性ホルモンはアンドロゲン(テストステロン等)、エストロゲン(エストラジオール等)、ゲスターゲン(プロゲステロン)の3群に大別され、全てステロイドホルモンである。

  • 覚え方のコツ: 「アンドロ(andro)=男」「エストロ(estro)=女」と語源で区別する。テストステロンの「テスト」は精巣(testis)由来の語である。

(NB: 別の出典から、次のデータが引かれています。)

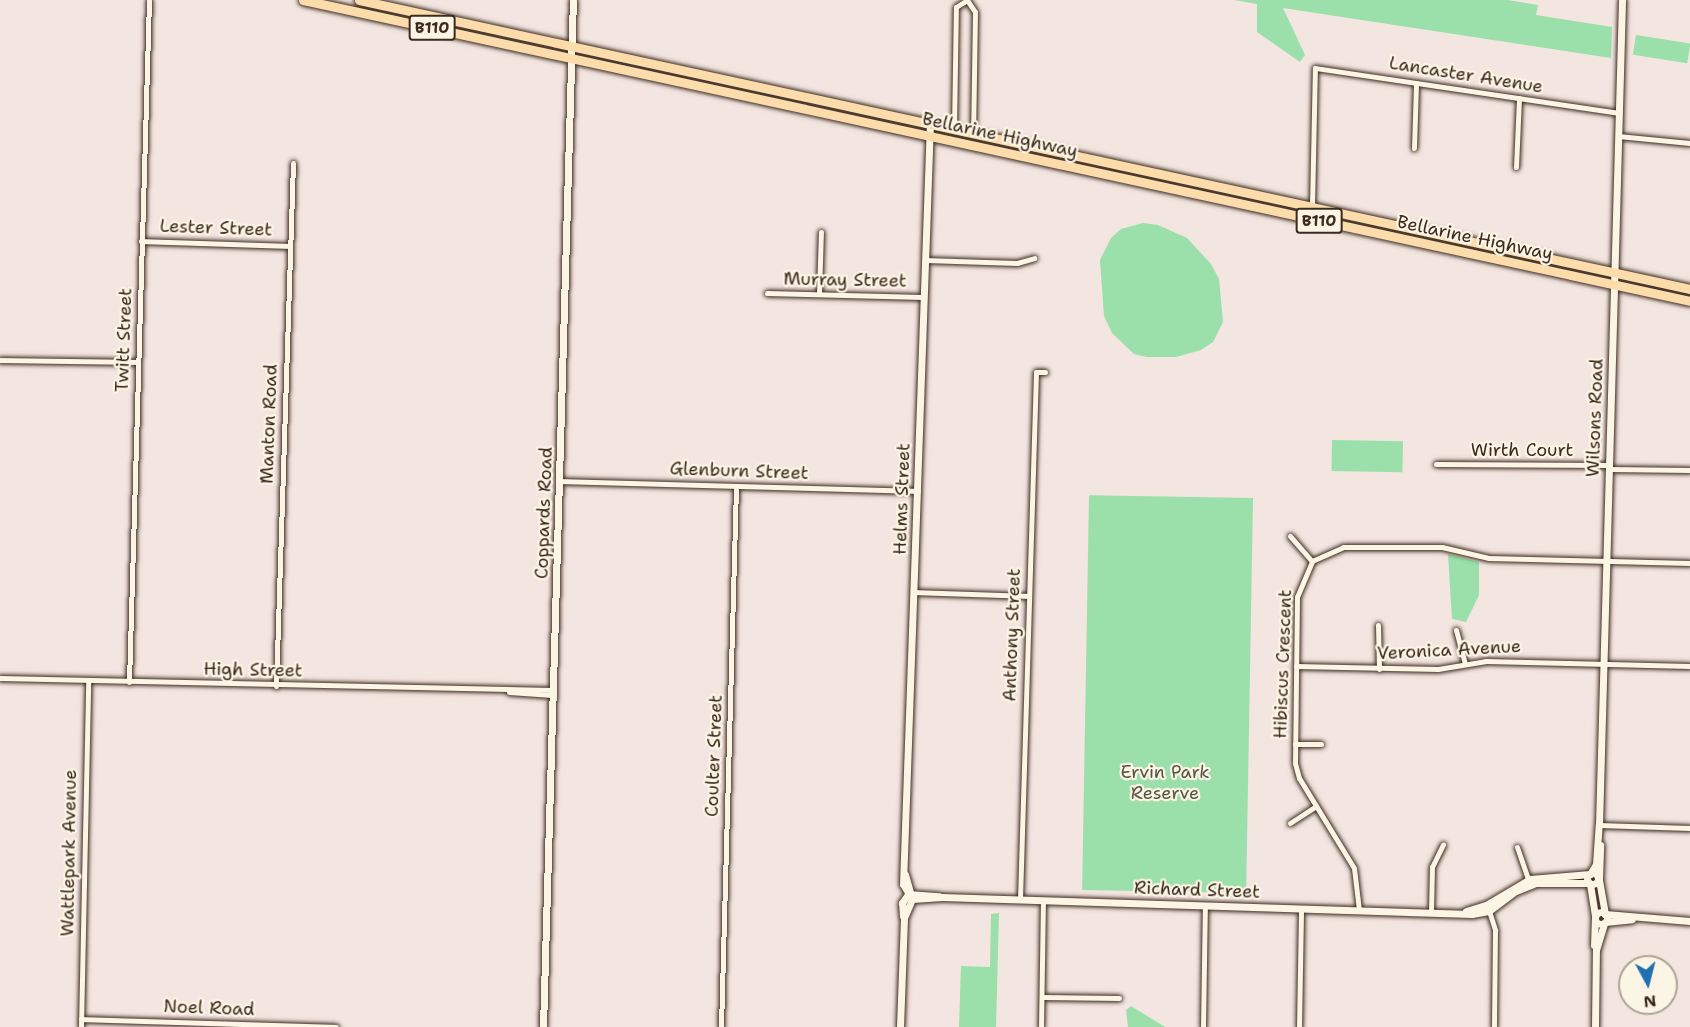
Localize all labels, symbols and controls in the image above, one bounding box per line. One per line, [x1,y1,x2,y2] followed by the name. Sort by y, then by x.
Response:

  • 関連知識: 女性でも副腎皮質からアンドロゲンが分泌されている。閉経後のエストロゲンは主に副腎アンドロゲンが脂肪組織でアロマターゼにより変換されて産生される。
  • よくある間違い: エストラジオール(E2)とエストロン(E1)の混同。E2が最も活性が強く卵巣が主な産生源、E1は閉経後に優位となるエストロゲンである。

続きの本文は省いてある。